Logical replication of tables in schema in PostgreSQL 15

PostgreSQL 15 will add the ability to enable logical replication of tables in a schema, a featured developed in collaboration with the PostgreSQL open source community.

Background

Logical replication of specific tables or all tables in the database from publisher to subscriber is supported since PostgreSQL 10. If users want to publish tables present in one schema or multiple schemas, they have to prepare the table list manually by querying the database, and then create a publication by using the manually prepared list.

When there are only a few tables in the schema, then preparing the list is quick and easy, but if there are hundreds or thousands of tables, then this will be a tedious task.

To overcome this problem, the upcoming PostgreSQL 15 will add the option TABLES IN SCHEMA, which will allow one or more schemas to be specified, whose tables are selected by the publisher for sending data to the subscriber.

Note: In this post, I will refer to this new feature that enables logical replication of tables in schema as schema publication.

Feature overview

The figure below illustrates the working of logical replication of schema publication:

Logical replication of schema publication

img-dgm-logical-replcation-of-all-tables-in-schema

Let's go step by step through the stages in the diagram above:

1 User performs various DML operations on tables and executes prepare/commit.

2 The backend process will generate data/WAL for the operations performed by the user.

3 The backend sends the SIGUSR1 signal to the WAL sender process to notify that WAL records are available for processing.

4 The walsender process starts logical decoding of the WAL records - the pgoutput plugin transforms the changes read from the WAL.

5 The pgoutput plugin checks if the data is part of the schema publication or not.

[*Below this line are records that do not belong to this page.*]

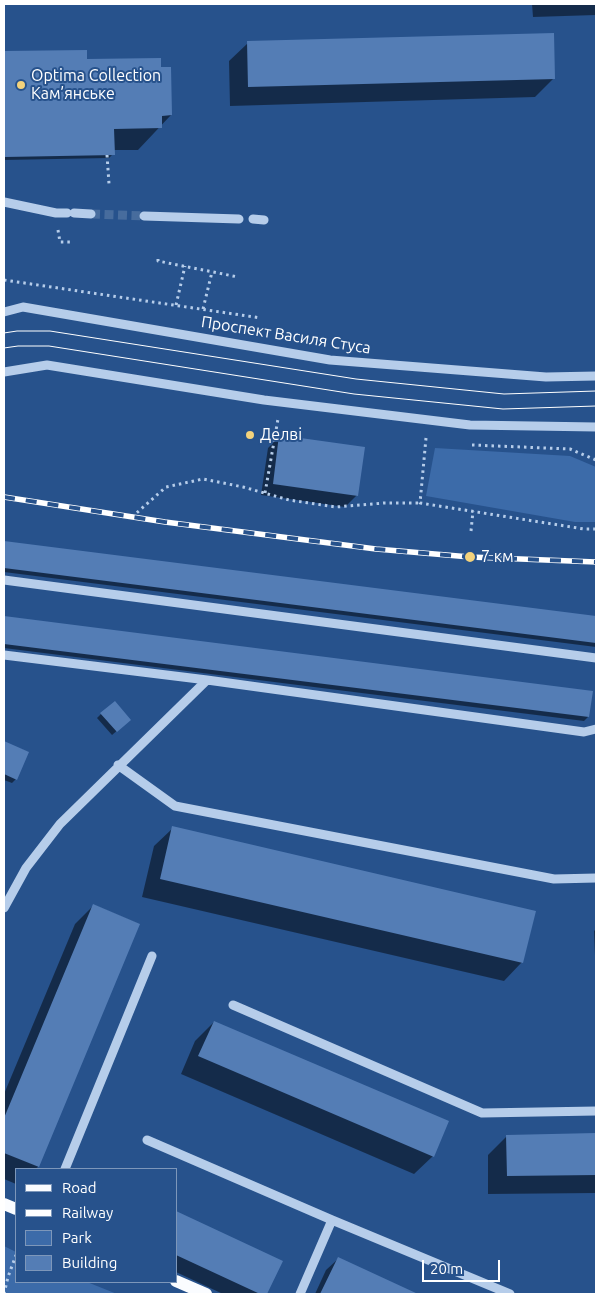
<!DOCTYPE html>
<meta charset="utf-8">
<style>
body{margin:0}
#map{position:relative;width:600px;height:1298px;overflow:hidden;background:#27528c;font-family:Ubuntu,sans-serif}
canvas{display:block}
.frame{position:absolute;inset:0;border:5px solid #fff;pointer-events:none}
.legend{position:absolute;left:15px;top:1168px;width:162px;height:115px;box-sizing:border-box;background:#27528c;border:1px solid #7d97ba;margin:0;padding:6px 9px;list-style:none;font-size:15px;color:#fff}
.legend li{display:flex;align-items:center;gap:10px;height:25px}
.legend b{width:25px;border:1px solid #7d97ba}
.scale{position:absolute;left:422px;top:1260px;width:78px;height:22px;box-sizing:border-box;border:2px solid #fff;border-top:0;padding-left:6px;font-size:15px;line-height:18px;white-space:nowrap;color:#fff;-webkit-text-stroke:4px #27528c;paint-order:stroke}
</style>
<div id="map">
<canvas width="600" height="1298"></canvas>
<div class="frame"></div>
<ul class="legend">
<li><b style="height:6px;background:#fafcff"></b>Road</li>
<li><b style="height:6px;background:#fff"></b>Railway</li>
<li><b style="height:14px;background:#3c6ba9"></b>Park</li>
<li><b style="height:14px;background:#547db5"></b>Building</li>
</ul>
<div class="scale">20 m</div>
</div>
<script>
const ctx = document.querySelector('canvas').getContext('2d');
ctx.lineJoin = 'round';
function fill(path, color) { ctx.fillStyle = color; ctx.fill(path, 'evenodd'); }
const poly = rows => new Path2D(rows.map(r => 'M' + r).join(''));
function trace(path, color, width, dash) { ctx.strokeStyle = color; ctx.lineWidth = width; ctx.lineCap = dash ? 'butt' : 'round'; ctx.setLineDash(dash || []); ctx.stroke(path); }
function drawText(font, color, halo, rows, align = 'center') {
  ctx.font = font + ' Ubuntu,sans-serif'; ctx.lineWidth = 4; ctx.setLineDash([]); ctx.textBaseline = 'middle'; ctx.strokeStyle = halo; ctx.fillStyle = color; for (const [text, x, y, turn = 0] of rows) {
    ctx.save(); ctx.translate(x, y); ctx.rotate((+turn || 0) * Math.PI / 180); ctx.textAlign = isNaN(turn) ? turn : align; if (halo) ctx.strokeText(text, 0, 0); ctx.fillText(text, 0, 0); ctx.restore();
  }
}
fill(poly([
 [435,448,570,456,596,467,596,522,575,522,426,496],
 [4,1246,16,1252,16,1282,87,1282,117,1294,4,1294]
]), '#3c6ba9');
fill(poly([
 [532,4,596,4,596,15,533,17],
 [248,43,553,79,535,97,230,106,229,61],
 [86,51,86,61,171,115,138,150,113,150,113,154,109,158,4,160,4,52],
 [280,436,357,495,345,507,261,495,268,448],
 [4,542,596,617,596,647,4,572],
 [4,618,591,692,588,717,584,721,4,648],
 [101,714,126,723,112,735,97,718],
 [4,742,28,752,16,779,12,783,4,780],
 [173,828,522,962,504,981,142,897,154,846],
 [94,905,139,924,38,1167,35,1169,16,1169,16,1184,4,1179,4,1094,75,924],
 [596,929,596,980,594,931],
 [214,1022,433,1156,414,1174,181,1074,195,1041],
 [596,1135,596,1193,488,1194,488,1155,507,1136],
 [176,1212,281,1261,265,1294,223,1294,176,1272],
 [338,1259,414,1294,315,1294,326,1270]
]), '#0007');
fill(poly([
 [554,33,555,79,248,87,247,41],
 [87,50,87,59,161,58,161,67,171,67,172,115,162,116,162,128,114,129,115,155,4,157,4,51],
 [279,435,365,447,358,496,273,484],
 [4,541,596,616,596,643,4,568],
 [4,616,593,691,589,717,4,644],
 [115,701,131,720,117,732,100,713],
 [4,741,29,752,17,780,4,774],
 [172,826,536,911,523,963,160,879],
 [93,904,140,924,39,1167,4,1153,4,1118],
 [214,1021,449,1121,434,1157,198,1056],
 [596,1133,596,1175,507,1176,506,1135],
 [176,1211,283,1261,267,1294,260,1294,176,1255],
 [338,1257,418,1294,320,1294]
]), '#547db5');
trace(poly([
 [91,214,144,216]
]), '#476c9d', 9, [9, 4.5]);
trace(poly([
 [107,155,109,184],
 [58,230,60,242,72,242],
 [158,259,158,261,238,277],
 [4,280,261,318],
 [176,305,185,266],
 [203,309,212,272],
 [426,438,420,503,584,529,596,529],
 [472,445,570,449,596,460],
 [265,493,278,419],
 [132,517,166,487,203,479,243,487,289,500,336,507,384,503,420,503],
 [471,531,473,511],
 [4,1294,8,1277,16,1255]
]), '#b6cdea', 3, [2.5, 4]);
trace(poly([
 [4,202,56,213,67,213],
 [74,213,91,214],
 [144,216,239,219],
 [253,219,264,220],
 [4,312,23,307,330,360,546,377,596,376],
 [4,372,47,365,264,400,470,425,596,427],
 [4,580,596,658],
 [4,655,207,680,584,732,596,729],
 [118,765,175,806,554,879,596,878],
 [4,908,26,868,60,824,207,680],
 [233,1005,482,1113,596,1111],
 [147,1140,332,1220,510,1294],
 [65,1169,152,956],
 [300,1294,332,1220]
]), '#b6cdea', 9);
trace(poly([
 [4,1204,16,1209],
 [176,1281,206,1294]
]), '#fafcff', 12);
trace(poly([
 [4,333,17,331,50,331,356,379,504,394,596,391],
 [4,348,18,346,49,346,354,394,503,409,596,406]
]), '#fff', 1);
const rail = poly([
 [4,497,165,522,376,549,470,557,596,562]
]);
trace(rail, '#fff', 5.5);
trace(rail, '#27528c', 4, [11]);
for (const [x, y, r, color] of [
 [21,85,5,"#f3d27c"],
 [250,435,5,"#f3d27c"],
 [470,557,6,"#f3d27c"]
]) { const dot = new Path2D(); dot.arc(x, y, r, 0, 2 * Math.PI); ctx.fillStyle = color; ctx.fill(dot); trace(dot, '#27528c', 2); }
drawText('16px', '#fff', '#27528c', [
 ["Optima Collection",31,76],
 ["Кам’янське",31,94],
 ["Делві",260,435],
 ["7 км",481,557]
], 'left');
drawText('16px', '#fff', '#27528c', [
 ["Проспект Василя Стуса",286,335,9]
]);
</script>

If it is, then data is continuously transferred to the Apply Worker using the streaming replication protocol.

6 The Apply Worker maps the data to local tables and applies the individual changes as they are received, in correct transactional order.

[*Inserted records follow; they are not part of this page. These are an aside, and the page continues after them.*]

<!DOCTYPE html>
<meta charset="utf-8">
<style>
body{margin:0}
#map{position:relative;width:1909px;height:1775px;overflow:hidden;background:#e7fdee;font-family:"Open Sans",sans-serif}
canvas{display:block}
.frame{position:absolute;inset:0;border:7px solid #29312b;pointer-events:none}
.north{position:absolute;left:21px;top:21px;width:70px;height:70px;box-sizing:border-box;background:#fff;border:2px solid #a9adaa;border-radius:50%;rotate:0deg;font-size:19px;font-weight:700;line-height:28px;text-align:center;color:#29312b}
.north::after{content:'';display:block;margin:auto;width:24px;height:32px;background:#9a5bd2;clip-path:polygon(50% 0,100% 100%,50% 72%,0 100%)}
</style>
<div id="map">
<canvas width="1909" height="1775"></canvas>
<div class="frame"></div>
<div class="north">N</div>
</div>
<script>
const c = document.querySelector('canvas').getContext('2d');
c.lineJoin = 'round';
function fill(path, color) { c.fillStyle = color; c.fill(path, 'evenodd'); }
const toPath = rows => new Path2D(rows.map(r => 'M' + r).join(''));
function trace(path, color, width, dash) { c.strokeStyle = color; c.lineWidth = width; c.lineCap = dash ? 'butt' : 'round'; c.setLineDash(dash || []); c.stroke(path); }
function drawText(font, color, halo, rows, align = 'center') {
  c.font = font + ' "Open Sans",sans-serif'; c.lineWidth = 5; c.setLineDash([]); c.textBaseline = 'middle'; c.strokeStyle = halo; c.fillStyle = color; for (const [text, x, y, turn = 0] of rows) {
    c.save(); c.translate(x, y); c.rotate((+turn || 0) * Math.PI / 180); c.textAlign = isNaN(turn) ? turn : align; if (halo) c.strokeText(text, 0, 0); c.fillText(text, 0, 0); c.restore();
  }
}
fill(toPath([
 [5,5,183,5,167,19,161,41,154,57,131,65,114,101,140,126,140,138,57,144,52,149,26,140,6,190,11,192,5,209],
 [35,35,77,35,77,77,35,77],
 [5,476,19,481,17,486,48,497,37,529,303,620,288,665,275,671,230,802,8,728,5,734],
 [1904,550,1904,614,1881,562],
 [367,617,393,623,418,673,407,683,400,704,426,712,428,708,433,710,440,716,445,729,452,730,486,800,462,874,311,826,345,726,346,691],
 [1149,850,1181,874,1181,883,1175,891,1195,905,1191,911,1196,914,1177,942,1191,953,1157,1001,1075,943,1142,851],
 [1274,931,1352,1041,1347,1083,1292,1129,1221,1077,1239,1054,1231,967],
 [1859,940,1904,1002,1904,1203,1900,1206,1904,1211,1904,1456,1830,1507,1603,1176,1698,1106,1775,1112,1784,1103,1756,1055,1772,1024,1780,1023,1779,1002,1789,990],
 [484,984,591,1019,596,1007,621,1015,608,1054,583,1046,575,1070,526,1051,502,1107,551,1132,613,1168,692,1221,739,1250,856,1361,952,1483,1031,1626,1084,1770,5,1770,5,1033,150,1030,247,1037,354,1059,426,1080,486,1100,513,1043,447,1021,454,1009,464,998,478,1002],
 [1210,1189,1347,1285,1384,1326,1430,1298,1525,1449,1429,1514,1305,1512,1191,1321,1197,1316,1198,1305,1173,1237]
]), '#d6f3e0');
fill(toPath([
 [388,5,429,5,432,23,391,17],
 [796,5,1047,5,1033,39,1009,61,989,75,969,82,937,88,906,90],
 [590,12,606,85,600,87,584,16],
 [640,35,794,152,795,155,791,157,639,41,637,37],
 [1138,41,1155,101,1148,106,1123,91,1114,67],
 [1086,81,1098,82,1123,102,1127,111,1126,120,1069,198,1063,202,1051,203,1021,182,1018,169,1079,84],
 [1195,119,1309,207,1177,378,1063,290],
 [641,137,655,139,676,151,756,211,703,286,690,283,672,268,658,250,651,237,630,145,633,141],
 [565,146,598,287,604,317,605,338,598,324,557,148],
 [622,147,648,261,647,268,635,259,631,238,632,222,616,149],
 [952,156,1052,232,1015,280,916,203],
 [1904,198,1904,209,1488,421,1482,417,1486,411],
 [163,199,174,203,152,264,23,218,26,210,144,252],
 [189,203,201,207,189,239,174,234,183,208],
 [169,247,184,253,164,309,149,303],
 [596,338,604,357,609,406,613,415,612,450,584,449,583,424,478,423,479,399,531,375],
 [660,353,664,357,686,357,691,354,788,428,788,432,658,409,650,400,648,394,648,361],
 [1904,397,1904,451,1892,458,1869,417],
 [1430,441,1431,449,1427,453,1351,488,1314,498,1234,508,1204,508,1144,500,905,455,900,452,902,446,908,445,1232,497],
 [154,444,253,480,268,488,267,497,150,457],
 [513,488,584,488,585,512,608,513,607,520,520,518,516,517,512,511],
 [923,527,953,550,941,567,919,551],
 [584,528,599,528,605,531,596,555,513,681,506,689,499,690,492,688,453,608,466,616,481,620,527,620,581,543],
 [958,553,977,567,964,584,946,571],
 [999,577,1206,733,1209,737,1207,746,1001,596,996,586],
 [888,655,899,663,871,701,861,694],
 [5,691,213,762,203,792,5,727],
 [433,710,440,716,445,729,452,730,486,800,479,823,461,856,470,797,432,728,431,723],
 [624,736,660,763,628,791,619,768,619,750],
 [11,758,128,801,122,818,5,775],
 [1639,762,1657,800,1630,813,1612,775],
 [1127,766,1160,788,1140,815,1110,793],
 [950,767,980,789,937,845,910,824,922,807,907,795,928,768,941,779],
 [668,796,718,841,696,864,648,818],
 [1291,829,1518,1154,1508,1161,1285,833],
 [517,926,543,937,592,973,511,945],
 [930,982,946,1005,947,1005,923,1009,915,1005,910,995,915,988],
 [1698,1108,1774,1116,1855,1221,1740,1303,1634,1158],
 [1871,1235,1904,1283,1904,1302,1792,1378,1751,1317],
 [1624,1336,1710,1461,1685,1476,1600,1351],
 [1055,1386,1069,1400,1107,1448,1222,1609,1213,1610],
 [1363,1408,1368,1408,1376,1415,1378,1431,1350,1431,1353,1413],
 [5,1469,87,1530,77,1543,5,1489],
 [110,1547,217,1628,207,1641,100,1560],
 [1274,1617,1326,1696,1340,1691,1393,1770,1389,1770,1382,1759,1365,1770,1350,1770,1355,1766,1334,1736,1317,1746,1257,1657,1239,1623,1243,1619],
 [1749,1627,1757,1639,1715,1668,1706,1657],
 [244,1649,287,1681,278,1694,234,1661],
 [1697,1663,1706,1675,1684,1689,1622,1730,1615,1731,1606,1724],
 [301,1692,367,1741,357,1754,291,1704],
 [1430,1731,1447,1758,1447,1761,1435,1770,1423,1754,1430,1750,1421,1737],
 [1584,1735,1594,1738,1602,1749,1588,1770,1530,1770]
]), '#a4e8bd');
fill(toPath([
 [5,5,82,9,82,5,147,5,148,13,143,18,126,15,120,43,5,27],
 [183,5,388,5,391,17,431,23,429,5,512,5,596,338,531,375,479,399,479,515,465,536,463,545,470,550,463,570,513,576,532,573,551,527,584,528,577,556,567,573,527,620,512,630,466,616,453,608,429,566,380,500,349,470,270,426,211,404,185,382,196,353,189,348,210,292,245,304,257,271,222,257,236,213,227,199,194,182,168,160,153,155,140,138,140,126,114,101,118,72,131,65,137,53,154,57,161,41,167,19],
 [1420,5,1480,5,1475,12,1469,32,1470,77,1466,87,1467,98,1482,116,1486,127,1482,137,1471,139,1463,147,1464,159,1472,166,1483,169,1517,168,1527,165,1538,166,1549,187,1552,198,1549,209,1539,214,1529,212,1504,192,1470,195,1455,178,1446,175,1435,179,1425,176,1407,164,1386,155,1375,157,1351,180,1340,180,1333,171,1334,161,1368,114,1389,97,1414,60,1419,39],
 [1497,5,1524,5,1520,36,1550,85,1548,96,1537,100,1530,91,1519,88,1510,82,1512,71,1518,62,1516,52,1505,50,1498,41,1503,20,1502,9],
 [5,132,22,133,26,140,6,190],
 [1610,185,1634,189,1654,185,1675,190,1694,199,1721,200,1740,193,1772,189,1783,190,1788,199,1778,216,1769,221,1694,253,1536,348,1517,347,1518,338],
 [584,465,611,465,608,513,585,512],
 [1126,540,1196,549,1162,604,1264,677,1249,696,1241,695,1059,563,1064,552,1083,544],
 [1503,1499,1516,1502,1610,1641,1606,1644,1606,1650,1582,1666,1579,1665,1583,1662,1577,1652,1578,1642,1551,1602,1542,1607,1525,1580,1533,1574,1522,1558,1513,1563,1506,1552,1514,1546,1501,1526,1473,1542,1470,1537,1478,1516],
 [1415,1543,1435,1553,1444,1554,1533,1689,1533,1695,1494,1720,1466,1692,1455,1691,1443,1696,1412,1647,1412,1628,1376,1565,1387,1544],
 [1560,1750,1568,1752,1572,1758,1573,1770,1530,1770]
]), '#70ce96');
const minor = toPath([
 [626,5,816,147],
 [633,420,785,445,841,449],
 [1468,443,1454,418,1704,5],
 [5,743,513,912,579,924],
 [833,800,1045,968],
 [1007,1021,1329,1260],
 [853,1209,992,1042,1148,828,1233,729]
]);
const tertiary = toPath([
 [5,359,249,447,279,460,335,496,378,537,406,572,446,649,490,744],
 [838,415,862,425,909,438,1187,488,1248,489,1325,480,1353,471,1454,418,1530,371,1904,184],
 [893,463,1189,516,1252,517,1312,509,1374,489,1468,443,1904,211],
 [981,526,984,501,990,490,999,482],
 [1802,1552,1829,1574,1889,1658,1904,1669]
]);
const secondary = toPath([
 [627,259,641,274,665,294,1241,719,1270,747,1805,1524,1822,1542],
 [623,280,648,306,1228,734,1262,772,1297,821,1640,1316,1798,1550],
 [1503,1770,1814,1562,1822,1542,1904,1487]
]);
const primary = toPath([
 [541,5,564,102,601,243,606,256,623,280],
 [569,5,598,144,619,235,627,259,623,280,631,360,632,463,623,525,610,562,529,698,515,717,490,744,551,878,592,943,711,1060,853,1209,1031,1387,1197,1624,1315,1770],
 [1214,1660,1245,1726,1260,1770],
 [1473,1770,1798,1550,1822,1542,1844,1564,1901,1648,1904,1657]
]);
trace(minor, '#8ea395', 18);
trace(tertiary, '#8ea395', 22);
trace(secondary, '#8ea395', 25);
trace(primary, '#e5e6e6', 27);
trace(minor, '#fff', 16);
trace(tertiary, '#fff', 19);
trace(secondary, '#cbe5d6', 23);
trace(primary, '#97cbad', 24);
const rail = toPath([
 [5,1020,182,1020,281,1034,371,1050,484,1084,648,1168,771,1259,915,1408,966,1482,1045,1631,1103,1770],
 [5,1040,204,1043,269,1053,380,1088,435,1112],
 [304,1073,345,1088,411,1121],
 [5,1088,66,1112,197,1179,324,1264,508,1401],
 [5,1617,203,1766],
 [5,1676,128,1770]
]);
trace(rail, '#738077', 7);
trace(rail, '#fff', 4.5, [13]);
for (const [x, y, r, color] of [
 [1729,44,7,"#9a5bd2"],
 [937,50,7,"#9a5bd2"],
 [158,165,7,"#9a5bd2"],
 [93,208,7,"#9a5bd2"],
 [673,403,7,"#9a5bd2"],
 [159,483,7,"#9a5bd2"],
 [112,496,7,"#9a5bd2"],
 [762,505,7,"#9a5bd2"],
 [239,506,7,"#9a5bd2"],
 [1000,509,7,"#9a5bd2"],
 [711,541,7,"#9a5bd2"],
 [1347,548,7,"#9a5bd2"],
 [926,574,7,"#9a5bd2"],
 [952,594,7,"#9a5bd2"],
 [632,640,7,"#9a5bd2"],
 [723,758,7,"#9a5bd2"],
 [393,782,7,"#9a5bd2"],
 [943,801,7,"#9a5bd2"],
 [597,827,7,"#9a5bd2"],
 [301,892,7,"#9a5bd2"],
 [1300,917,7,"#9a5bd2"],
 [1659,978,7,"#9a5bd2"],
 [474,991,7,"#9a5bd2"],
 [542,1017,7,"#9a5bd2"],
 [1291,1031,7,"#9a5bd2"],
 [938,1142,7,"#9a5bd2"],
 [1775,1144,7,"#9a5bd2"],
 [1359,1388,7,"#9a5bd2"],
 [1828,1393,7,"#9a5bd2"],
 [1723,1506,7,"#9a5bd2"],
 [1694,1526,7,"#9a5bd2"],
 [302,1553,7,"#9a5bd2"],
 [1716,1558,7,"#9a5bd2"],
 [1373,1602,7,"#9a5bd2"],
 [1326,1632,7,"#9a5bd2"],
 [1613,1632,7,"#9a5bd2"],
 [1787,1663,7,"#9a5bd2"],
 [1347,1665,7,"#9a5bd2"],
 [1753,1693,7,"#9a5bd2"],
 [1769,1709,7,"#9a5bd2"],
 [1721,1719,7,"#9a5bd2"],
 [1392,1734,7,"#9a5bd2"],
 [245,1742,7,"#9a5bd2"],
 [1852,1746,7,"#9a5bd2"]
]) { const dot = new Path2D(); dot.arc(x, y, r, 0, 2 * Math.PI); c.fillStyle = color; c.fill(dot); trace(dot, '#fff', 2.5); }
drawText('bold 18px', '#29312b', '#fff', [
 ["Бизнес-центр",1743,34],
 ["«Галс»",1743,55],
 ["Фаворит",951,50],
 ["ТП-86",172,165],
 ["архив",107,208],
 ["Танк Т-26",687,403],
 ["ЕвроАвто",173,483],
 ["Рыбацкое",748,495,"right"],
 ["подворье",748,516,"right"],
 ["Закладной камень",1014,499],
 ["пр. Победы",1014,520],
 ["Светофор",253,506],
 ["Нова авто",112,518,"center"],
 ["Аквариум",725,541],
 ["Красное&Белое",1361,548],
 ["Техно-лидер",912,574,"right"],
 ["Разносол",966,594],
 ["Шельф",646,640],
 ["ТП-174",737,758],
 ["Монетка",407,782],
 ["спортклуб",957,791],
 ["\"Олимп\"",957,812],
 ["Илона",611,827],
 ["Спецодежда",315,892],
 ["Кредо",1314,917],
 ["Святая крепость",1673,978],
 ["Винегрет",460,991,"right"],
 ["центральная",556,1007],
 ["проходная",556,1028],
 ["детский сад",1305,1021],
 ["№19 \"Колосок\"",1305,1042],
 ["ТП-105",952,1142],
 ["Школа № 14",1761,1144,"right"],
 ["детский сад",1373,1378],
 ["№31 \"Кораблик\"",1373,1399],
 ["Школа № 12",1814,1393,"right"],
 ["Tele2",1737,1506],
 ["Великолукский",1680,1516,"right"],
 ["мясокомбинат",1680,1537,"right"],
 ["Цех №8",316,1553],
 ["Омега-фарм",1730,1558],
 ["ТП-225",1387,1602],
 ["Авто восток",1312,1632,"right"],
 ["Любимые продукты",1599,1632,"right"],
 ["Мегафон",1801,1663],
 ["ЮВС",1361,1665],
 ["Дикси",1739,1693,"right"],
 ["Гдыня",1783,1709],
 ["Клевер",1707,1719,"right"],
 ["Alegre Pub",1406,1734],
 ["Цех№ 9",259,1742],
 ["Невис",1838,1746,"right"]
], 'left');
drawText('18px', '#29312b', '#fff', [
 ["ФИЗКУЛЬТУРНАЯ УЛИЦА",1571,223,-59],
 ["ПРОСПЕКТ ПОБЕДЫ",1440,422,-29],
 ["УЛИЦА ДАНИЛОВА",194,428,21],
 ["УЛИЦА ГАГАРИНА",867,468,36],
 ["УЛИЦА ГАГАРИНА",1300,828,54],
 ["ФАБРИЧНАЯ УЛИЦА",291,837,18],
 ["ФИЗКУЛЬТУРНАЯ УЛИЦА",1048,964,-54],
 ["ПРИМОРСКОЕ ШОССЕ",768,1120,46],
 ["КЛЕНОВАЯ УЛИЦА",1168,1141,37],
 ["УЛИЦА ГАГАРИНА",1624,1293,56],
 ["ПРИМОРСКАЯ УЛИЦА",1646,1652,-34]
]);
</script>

You can view further details of the implementation in the PostgreSQL git repository.

Changes in the syntax

The new syntax allows including the tables in the specified schemas when creating or altering the publication.

CREATE PUBLICATION pub1 FOR TABLES IN SCHEMA sch1,sch2;

ALTER PUBLICATION pub1 ADD TABLES IN SCHEMA sch3,sch4;

In addition to specifying schemas, the new syntax also allows specifying individual tables when creating or altering publication.

CREATE PUBLICATION pub1 FOR TABLES IN SCHEMA sch1,sch2, TABLE tbl1, tbl2;

ALTER PUBLICATION pub1 ADD TABLES IN SCHEMA sch3,sch4, TABLE tbl3, tbl4;

Note that adding schemas to a publication that is already subscribed to will require an ALTER SUBSCRIPTION … REFRESH PUBLICATION action on the subscribing side in order to become effective.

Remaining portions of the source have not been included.